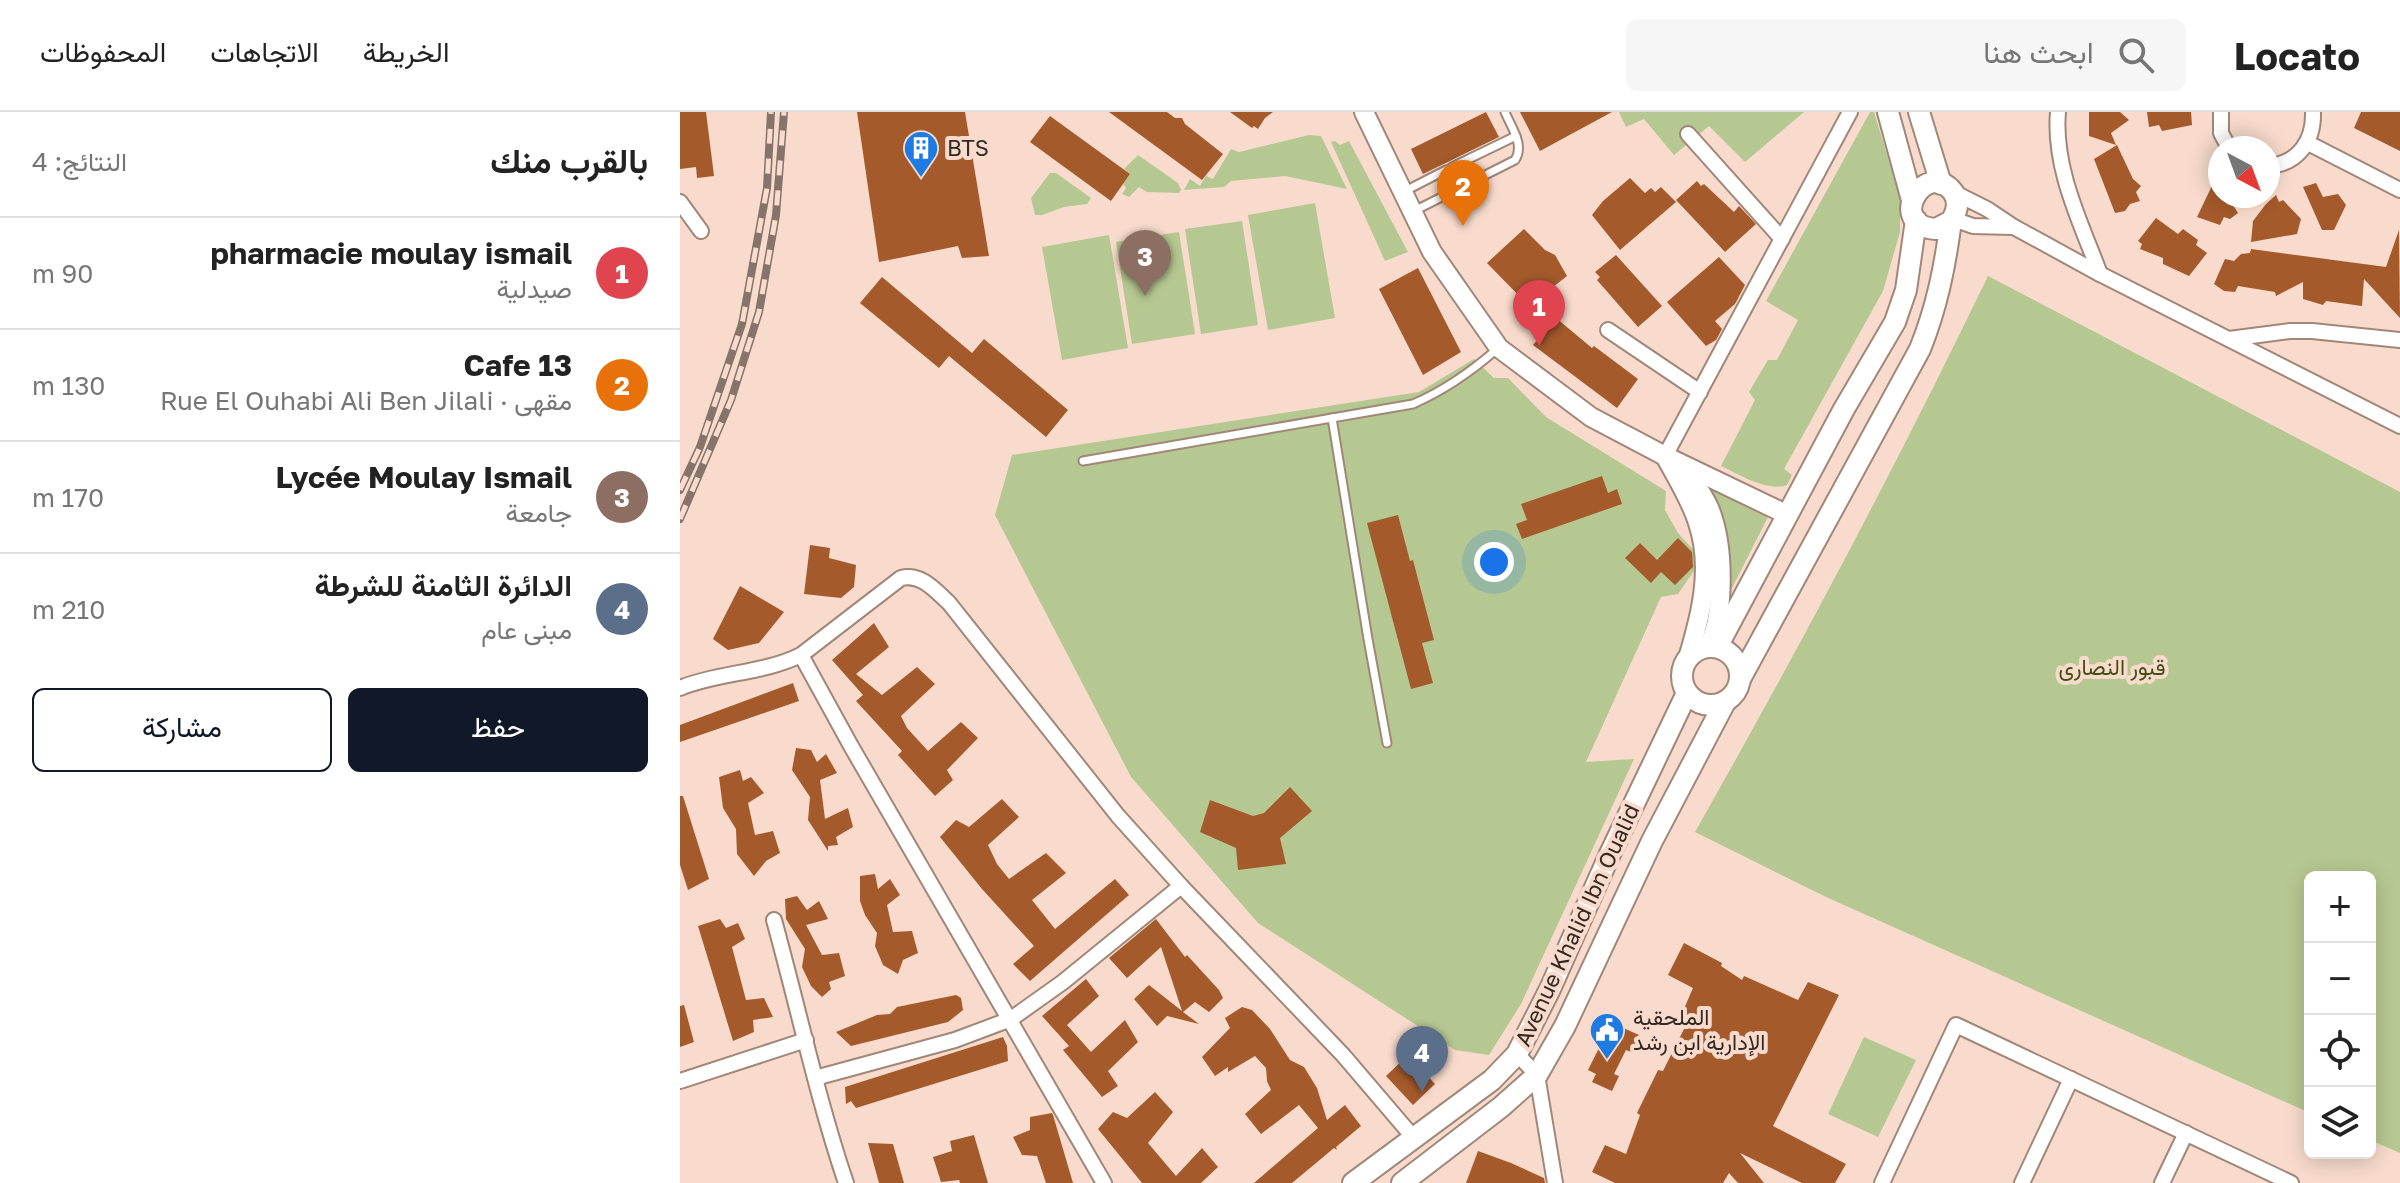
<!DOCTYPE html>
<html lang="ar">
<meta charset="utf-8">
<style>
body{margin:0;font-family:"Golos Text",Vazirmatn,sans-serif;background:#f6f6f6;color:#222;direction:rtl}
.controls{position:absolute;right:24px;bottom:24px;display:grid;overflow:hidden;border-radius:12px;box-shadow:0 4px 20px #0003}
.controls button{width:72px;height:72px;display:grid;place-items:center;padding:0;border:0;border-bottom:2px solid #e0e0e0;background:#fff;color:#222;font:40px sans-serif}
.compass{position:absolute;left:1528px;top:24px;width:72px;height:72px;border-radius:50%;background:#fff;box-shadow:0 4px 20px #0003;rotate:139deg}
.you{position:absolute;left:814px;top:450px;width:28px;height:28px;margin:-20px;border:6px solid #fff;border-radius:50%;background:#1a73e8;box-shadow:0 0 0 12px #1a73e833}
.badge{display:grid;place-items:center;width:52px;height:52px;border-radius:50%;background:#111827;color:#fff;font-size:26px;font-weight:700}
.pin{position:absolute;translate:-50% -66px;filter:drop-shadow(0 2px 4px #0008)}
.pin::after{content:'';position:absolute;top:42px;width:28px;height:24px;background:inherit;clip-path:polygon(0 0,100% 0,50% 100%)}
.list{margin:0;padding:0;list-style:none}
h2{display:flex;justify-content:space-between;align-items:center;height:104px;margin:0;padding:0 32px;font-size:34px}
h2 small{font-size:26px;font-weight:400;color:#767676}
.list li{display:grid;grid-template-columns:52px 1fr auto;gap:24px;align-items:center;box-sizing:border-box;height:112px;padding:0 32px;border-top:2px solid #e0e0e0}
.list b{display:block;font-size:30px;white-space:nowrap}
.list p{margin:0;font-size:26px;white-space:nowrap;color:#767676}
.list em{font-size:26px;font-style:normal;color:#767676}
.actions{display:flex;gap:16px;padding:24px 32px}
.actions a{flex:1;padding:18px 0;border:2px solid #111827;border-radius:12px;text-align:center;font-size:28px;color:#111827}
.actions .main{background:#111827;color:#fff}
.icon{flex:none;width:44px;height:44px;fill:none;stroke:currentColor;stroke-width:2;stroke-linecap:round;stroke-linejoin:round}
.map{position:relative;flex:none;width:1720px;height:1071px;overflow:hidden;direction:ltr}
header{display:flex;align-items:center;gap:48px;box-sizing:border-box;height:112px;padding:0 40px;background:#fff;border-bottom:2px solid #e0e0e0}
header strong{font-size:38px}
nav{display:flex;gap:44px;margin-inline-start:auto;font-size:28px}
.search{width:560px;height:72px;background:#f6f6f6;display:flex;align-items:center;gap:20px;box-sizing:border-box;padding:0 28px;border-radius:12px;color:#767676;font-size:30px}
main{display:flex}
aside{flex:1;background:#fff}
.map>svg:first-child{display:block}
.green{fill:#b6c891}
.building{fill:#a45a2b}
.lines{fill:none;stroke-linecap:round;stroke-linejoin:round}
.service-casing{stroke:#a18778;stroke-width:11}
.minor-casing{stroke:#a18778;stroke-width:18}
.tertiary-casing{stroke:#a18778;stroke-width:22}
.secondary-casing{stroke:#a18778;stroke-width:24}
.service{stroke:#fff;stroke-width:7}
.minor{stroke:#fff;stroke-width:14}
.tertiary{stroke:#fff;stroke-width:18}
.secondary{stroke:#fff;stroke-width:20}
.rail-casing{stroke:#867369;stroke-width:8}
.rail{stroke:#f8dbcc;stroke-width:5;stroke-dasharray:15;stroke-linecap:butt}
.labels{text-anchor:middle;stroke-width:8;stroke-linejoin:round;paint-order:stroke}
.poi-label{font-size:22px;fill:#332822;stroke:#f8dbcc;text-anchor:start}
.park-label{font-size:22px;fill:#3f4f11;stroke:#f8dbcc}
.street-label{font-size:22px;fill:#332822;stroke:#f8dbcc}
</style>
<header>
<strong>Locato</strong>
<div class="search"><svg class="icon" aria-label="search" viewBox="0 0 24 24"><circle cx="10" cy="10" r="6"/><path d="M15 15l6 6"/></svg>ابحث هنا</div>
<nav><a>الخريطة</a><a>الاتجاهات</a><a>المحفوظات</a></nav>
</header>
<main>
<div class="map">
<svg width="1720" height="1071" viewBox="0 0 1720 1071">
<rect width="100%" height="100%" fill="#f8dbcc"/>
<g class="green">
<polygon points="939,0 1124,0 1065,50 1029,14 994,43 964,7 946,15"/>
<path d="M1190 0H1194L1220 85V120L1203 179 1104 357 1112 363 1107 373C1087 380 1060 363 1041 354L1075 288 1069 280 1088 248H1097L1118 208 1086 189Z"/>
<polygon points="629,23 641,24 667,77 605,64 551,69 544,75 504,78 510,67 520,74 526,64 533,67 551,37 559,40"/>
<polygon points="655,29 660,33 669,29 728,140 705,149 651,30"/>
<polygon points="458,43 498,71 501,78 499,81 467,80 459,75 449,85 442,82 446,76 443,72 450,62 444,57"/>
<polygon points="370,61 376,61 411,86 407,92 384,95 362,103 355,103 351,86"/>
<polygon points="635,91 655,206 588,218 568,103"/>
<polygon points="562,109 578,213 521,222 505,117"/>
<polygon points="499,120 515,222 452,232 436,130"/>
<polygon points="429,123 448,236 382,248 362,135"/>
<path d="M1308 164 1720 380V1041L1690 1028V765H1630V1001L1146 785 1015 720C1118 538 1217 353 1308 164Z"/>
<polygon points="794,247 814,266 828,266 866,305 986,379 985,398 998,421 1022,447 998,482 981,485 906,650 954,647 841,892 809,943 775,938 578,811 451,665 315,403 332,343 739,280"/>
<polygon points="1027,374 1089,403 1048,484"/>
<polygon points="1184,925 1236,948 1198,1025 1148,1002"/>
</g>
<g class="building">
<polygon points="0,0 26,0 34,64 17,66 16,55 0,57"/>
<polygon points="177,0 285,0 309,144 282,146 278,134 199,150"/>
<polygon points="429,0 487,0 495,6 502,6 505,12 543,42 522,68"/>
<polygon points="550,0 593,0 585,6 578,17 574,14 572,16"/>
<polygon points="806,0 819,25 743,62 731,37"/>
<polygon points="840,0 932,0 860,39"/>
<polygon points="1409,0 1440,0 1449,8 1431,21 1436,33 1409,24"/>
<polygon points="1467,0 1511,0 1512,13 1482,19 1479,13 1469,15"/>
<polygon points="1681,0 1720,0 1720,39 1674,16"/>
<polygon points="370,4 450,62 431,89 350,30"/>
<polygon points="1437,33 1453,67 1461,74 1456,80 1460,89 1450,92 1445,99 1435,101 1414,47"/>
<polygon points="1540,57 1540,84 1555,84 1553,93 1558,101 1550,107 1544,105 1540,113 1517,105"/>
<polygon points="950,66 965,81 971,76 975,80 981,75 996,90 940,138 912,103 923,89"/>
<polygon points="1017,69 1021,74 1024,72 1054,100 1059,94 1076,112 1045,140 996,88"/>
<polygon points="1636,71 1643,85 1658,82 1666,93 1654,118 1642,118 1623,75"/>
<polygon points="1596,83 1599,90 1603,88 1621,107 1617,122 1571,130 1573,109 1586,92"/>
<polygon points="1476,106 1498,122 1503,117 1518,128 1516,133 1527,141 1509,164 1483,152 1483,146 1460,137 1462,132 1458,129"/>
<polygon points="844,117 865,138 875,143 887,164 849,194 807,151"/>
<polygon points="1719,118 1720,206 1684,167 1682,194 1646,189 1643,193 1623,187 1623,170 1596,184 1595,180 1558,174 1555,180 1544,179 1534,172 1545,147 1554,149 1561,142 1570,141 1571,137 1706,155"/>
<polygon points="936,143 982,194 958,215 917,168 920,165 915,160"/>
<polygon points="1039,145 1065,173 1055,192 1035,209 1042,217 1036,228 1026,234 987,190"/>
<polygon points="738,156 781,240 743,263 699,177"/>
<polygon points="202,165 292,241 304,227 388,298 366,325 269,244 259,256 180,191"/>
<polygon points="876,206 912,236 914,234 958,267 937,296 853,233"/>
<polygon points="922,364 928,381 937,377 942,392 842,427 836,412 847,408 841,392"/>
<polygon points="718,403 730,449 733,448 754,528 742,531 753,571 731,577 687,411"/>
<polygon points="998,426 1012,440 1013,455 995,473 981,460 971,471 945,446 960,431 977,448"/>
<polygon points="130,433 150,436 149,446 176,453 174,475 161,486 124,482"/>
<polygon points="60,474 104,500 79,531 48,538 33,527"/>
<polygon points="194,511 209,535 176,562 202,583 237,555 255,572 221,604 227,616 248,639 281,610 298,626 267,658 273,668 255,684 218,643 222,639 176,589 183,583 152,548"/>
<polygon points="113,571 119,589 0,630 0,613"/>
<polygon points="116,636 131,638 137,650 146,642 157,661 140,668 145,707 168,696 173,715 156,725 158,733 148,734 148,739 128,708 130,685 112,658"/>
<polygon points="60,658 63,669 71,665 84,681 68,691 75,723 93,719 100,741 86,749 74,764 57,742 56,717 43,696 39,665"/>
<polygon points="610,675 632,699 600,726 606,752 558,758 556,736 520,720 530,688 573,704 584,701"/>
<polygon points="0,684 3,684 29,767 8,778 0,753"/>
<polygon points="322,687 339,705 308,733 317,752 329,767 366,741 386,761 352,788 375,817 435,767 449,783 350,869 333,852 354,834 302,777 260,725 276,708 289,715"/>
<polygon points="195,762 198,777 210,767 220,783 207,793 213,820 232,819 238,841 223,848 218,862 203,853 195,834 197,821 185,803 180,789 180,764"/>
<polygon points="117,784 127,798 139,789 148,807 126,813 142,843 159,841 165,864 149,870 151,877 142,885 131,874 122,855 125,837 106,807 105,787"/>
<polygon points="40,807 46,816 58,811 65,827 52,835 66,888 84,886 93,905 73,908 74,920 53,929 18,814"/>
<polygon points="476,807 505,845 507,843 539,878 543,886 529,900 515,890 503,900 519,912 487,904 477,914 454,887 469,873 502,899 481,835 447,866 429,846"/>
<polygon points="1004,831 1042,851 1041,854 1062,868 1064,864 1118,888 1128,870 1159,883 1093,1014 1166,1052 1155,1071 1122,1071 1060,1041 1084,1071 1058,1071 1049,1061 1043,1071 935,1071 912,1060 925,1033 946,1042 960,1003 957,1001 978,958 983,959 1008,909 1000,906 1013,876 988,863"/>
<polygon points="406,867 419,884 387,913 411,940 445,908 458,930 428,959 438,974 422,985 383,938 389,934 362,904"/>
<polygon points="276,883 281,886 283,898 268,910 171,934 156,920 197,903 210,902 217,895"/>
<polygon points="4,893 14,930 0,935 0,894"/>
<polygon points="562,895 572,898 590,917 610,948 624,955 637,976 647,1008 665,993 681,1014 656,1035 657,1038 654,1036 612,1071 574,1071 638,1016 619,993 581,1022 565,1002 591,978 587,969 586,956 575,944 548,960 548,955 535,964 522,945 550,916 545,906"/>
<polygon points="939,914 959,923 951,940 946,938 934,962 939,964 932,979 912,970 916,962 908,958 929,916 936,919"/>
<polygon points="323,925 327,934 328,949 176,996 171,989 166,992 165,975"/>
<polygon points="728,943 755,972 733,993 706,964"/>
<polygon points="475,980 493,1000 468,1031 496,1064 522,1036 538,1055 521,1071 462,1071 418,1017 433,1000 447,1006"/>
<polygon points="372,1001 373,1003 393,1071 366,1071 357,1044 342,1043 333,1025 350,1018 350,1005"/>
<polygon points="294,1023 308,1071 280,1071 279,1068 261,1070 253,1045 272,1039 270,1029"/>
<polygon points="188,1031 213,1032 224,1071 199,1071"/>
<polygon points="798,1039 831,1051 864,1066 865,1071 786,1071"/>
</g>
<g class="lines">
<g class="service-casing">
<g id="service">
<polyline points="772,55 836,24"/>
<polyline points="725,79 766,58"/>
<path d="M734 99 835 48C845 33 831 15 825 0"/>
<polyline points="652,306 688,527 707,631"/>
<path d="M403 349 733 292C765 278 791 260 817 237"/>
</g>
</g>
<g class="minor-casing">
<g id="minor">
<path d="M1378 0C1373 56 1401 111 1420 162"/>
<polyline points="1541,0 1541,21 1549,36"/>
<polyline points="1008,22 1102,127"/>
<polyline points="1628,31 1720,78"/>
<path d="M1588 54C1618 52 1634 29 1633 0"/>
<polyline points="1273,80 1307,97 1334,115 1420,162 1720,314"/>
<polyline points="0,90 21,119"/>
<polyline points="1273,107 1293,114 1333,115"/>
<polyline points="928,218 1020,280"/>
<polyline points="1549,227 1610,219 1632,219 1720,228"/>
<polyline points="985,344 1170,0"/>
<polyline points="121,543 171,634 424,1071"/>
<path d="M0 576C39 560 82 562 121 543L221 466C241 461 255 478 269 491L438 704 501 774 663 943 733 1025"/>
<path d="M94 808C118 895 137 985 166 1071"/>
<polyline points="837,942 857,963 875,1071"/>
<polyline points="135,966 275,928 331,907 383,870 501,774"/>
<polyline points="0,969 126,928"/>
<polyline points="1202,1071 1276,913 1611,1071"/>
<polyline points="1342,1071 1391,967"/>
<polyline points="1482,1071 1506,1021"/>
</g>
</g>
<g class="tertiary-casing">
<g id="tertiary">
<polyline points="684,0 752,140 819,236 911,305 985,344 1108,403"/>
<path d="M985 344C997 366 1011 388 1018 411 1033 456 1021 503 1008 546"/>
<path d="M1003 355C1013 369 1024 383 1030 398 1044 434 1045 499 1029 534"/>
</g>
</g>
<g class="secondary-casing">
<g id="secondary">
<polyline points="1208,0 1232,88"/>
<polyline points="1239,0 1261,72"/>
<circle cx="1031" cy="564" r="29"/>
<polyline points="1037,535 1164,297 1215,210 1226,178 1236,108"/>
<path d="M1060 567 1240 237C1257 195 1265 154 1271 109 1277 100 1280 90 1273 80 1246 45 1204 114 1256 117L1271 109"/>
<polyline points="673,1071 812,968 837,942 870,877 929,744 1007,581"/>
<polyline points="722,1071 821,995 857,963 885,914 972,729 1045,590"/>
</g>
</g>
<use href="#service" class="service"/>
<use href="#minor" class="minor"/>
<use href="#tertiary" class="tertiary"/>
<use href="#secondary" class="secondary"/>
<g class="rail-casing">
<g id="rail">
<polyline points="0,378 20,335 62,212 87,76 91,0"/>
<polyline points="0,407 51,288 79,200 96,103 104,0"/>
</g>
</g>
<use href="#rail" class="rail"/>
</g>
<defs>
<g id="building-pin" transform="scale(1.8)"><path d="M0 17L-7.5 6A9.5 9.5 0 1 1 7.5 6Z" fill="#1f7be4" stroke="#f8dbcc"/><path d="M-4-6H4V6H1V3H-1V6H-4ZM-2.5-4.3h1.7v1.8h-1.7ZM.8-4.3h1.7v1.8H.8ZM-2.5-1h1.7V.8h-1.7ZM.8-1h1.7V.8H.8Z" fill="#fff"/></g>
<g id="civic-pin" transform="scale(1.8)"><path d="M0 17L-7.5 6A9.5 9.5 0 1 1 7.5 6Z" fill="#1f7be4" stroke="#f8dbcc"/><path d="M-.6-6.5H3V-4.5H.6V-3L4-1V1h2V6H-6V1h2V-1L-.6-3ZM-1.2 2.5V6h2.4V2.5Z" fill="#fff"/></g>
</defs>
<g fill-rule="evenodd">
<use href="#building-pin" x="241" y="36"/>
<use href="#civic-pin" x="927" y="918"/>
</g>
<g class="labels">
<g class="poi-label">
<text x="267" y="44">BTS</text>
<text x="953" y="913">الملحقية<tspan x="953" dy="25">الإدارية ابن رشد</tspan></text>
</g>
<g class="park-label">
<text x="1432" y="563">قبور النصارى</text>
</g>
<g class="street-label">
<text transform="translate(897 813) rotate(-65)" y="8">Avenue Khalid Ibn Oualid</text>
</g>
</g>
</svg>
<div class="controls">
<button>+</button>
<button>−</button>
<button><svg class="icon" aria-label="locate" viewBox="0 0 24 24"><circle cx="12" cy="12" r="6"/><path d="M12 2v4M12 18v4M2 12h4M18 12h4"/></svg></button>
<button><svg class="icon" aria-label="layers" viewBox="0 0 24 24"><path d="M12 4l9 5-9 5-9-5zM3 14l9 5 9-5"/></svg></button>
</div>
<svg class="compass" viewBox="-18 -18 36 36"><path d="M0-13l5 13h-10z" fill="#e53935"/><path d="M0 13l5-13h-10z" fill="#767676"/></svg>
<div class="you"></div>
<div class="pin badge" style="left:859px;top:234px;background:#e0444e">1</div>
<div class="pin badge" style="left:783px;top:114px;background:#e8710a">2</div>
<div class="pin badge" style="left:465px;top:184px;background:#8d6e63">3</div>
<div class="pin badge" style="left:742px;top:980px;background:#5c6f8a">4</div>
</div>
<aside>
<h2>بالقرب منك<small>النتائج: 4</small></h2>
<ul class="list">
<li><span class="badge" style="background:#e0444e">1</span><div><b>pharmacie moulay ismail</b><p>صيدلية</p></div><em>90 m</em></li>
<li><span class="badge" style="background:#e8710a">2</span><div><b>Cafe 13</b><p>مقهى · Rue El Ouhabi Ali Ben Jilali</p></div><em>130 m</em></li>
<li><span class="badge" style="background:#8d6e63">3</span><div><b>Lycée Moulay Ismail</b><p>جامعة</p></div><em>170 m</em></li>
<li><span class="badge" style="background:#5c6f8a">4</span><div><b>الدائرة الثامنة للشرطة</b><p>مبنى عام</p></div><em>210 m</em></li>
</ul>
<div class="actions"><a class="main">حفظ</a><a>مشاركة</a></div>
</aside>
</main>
....
* _Exercise aim_
Please report every line of the records above that contains the word "labels".

* _Exercise output_
.labels{text-anchor:middle;stroke-width:8;stroke-linejoin:round;paint-order:stroke}
<g class="labels">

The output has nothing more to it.